= Beginning of Section =
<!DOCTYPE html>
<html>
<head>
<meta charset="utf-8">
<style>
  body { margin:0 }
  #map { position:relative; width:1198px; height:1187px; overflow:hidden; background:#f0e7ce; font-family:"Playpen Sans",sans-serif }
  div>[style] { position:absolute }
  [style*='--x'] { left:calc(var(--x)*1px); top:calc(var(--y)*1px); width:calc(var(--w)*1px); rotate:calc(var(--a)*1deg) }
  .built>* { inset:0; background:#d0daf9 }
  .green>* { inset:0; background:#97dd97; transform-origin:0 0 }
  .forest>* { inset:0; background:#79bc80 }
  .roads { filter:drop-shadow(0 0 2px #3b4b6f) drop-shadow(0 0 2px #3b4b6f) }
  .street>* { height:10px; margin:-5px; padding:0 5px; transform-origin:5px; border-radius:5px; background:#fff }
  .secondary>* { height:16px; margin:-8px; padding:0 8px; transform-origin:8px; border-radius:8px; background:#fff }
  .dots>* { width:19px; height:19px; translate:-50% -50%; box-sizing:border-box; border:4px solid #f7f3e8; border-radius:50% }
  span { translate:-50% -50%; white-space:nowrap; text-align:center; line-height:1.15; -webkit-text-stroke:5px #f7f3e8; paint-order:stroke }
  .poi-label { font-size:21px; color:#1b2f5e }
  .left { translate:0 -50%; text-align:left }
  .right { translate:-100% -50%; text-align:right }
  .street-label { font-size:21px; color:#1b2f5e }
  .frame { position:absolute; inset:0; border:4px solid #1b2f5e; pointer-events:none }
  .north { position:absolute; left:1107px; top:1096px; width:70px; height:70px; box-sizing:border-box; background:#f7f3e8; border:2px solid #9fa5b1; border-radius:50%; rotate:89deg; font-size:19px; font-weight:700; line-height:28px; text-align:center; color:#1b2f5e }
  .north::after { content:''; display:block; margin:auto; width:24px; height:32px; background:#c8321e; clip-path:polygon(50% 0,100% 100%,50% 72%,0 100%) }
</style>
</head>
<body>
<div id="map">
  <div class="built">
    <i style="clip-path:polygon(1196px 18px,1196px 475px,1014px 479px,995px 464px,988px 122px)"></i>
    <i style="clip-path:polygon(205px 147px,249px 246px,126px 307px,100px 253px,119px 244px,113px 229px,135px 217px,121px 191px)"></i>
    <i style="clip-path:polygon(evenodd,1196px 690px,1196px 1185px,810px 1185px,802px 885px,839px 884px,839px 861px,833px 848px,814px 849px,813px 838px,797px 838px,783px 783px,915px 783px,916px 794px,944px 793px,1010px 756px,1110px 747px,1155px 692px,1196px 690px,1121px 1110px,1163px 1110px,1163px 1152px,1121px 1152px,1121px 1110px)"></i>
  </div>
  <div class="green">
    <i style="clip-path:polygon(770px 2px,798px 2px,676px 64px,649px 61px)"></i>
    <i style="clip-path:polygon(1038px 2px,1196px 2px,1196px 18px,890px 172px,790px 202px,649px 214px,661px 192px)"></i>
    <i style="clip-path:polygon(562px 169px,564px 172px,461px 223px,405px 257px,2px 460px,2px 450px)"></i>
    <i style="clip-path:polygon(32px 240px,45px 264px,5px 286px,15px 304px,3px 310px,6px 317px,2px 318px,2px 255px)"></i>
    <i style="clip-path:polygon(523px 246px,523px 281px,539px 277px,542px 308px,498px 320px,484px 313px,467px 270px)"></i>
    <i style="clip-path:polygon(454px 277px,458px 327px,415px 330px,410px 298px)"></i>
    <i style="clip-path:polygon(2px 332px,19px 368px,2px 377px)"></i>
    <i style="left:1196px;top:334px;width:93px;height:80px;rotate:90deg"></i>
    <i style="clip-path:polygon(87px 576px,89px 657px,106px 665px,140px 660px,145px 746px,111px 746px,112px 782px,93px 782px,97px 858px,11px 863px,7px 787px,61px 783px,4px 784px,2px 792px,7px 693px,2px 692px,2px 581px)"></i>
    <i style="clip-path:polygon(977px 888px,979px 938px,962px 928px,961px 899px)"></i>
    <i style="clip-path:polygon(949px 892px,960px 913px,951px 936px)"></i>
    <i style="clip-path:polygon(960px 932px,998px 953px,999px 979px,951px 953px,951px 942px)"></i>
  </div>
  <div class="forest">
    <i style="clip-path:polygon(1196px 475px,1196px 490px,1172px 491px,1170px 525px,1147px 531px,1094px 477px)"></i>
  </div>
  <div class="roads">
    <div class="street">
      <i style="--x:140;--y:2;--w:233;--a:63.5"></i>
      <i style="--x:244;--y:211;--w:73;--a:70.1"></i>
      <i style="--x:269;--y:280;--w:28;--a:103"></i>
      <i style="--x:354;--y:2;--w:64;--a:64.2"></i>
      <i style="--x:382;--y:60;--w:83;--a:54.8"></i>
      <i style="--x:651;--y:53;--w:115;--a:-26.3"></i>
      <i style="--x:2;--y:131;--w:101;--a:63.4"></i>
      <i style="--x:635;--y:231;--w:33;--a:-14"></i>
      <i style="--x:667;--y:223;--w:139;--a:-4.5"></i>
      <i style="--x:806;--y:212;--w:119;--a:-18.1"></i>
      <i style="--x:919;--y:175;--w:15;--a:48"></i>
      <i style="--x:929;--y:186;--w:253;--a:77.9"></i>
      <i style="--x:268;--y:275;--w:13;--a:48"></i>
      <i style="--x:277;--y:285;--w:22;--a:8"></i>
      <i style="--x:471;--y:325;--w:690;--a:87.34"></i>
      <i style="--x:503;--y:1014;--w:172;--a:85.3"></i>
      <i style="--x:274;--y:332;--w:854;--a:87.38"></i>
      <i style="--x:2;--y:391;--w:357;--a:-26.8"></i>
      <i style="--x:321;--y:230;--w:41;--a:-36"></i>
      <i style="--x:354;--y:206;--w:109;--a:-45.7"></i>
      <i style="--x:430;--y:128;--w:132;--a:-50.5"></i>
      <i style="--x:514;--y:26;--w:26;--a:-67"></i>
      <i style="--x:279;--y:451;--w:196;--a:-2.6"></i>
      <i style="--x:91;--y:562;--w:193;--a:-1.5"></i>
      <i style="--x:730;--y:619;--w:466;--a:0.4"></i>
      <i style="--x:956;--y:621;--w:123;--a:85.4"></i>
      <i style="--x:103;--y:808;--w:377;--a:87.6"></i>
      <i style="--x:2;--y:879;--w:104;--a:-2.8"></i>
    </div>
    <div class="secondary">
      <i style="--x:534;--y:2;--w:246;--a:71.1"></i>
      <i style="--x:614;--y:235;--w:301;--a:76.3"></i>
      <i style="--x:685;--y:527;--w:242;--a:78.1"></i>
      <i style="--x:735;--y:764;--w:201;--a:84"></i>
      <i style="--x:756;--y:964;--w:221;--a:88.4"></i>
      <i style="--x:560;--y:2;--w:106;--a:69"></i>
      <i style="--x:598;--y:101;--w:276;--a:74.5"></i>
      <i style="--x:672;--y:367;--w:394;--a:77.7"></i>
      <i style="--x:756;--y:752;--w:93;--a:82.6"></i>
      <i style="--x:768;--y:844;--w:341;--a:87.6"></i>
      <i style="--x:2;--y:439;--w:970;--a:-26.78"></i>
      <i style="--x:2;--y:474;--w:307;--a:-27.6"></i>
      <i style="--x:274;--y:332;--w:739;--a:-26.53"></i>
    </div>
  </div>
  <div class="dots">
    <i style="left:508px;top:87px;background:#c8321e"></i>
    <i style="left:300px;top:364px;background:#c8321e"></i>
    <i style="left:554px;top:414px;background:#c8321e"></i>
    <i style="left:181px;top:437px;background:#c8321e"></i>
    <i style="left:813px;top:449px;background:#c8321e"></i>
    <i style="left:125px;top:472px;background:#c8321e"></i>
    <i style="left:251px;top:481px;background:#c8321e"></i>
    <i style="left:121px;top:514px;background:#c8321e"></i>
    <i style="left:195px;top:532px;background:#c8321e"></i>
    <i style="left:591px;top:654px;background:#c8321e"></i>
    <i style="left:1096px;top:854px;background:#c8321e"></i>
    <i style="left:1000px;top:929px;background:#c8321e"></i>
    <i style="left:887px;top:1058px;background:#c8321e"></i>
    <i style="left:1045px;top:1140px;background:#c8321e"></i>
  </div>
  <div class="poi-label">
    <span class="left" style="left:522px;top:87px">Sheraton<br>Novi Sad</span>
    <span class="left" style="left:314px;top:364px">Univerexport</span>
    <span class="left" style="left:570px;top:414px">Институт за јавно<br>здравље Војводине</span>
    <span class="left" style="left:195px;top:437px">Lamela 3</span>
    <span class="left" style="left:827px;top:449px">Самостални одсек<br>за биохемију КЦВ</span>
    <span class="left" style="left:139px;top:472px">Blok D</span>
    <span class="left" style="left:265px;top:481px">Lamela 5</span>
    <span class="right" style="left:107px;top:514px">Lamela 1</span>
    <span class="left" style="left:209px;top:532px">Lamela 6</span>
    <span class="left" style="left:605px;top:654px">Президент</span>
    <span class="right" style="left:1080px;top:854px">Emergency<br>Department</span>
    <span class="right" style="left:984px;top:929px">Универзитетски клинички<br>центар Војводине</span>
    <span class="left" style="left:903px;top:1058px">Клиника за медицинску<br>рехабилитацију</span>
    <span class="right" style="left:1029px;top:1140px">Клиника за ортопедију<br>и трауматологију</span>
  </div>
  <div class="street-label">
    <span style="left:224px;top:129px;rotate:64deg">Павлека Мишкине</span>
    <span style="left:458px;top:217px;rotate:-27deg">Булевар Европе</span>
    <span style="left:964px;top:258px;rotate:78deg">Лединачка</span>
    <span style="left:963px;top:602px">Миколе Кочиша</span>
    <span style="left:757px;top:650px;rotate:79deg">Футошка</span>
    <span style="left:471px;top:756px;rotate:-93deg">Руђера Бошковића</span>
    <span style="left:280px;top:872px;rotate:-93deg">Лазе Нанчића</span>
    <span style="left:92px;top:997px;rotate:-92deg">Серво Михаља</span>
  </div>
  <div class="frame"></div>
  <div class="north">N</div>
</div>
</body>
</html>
= End of Section =
= Beginning of Section =
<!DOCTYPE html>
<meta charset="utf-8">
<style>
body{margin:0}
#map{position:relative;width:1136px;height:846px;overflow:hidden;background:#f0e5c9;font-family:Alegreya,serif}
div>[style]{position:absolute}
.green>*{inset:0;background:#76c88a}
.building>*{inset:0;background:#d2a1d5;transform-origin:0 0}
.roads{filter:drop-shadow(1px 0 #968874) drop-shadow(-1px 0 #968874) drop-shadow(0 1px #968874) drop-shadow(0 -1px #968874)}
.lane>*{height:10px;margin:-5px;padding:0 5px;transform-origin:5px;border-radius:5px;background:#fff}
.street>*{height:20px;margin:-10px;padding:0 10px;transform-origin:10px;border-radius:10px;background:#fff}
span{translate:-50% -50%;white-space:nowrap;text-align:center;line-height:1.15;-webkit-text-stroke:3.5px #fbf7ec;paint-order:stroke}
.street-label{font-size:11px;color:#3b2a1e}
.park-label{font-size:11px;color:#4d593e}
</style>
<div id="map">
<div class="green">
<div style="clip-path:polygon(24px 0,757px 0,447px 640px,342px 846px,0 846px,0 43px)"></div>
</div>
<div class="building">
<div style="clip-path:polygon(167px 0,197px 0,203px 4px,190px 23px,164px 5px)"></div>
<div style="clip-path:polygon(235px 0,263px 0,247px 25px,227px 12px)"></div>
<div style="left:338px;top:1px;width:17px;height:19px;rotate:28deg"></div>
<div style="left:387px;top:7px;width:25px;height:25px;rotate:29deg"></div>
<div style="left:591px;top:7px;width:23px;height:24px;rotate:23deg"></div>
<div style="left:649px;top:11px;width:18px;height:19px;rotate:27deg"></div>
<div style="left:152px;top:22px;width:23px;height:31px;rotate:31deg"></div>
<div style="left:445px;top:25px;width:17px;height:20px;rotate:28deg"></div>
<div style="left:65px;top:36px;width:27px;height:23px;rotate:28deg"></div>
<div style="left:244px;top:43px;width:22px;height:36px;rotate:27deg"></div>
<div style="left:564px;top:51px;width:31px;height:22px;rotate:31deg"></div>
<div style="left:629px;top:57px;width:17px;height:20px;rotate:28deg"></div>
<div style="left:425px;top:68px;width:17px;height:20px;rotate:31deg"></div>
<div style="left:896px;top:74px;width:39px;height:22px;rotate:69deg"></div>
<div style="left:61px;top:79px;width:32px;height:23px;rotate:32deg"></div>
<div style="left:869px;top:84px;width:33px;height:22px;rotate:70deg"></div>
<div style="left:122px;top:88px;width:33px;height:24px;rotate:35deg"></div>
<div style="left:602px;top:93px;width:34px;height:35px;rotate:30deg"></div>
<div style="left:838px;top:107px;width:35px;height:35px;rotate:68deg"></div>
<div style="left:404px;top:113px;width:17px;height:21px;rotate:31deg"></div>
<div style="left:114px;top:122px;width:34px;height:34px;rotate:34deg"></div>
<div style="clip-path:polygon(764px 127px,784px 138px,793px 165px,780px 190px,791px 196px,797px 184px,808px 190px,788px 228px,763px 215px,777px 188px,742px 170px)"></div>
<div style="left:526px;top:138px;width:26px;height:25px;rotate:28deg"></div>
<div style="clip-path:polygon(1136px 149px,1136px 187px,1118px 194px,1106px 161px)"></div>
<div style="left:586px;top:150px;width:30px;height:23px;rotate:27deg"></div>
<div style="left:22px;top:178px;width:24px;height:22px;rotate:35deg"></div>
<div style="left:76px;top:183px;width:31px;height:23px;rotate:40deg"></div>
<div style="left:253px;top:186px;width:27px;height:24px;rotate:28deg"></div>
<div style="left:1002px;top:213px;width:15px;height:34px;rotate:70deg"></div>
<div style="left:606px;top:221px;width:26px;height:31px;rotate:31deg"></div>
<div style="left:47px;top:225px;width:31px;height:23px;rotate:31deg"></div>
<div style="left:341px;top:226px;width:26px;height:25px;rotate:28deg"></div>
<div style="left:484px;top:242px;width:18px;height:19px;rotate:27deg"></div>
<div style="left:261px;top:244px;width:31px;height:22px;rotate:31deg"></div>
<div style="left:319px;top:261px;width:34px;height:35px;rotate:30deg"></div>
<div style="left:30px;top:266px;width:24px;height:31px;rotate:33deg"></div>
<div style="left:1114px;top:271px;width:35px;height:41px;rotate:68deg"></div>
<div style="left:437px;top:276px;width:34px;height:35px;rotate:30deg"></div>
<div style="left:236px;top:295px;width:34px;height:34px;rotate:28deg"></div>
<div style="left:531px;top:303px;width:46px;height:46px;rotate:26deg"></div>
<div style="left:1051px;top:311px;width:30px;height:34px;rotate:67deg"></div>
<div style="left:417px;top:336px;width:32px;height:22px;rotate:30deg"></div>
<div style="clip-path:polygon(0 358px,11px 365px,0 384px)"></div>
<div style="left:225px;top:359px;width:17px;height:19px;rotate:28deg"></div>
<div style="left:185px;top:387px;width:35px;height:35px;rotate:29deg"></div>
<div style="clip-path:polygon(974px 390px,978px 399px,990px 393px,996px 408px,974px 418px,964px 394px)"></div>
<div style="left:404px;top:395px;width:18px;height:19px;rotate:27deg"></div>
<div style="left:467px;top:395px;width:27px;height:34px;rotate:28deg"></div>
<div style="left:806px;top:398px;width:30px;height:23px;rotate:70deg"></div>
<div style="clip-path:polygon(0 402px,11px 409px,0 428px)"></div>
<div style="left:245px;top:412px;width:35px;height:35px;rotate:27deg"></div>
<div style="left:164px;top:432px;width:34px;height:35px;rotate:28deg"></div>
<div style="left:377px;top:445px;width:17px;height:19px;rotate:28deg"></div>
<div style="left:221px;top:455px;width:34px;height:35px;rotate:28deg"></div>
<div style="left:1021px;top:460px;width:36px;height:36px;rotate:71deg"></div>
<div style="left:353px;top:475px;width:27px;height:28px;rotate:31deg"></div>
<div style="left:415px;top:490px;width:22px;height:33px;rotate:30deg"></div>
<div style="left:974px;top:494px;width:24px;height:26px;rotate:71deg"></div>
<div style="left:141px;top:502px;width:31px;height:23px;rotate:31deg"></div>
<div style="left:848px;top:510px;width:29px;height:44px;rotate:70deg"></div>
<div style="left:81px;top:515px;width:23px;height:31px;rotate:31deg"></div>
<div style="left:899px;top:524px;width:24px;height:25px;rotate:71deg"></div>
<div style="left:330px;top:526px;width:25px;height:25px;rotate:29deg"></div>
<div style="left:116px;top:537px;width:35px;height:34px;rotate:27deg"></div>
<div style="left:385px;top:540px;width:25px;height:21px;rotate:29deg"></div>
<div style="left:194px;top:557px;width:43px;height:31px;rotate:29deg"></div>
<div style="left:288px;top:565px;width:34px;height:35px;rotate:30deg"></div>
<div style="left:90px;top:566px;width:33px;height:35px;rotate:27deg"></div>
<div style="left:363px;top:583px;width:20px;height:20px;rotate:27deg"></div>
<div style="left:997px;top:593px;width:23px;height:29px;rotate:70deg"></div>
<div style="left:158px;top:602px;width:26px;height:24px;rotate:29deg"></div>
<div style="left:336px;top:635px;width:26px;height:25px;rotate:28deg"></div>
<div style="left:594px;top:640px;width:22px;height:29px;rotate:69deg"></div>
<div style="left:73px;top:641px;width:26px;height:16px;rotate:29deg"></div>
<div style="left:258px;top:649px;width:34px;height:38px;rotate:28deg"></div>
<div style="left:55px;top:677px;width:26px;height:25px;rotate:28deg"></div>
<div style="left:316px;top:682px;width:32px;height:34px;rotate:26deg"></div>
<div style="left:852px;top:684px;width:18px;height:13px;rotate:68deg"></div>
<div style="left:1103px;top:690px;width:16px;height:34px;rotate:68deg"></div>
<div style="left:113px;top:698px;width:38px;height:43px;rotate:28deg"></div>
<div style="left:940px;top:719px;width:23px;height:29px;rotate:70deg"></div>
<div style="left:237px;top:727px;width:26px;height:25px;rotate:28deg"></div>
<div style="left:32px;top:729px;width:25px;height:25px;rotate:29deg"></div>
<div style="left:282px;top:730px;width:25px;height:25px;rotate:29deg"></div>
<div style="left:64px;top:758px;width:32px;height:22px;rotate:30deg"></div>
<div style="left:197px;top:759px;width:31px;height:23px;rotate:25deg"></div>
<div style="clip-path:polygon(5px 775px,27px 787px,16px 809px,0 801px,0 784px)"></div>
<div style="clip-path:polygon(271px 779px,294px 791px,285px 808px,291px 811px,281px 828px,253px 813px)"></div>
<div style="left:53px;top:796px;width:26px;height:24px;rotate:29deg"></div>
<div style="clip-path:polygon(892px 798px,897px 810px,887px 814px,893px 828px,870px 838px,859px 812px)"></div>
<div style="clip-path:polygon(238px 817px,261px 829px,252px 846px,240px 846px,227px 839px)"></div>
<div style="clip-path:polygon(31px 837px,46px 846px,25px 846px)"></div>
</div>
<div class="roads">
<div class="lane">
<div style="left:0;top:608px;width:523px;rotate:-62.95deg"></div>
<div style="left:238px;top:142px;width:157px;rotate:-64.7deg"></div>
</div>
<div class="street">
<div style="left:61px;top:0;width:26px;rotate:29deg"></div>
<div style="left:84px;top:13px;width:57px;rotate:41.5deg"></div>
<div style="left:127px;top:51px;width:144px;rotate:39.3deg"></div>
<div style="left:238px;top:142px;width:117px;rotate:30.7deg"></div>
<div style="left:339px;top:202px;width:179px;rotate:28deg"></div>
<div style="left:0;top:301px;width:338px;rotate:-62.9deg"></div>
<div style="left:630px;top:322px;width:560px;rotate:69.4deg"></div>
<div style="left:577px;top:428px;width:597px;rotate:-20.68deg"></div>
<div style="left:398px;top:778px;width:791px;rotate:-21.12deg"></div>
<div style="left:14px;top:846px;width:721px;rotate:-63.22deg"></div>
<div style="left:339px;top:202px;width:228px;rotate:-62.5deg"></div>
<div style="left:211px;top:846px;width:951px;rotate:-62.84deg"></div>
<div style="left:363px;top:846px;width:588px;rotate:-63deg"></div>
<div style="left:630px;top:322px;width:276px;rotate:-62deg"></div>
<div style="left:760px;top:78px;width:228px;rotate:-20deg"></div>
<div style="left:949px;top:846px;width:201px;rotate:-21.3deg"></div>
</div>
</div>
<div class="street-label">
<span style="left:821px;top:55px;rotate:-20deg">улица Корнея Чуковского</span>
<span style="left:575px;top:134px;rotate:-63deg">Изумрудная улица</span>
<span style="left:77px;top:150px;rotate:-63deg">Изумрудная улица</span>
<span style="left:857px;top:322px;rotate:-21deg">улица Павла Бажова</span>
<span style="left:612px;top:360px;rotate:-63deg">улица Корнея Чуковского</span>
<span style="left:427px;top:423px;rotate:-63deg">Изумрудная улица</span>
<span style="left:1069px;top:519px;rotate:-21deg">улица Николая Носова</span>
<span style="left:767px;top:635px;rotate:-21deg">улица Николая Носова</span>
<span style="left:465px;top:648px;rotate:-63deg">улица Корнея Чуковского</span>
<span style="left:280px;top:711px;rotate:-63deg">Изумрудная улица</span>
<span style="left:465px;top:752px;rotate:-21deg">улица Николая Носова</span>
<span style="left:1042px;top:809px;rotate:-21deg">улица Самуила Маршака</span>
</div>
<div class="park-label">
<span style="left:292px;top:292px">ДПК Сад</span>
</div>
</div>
= End of Section =
(DIRECTIONS FOR THIS TASK):
What number of lines in the data contain the word "dots"? Give the number and nothing else.

(WRITTEN SOLUTION):
2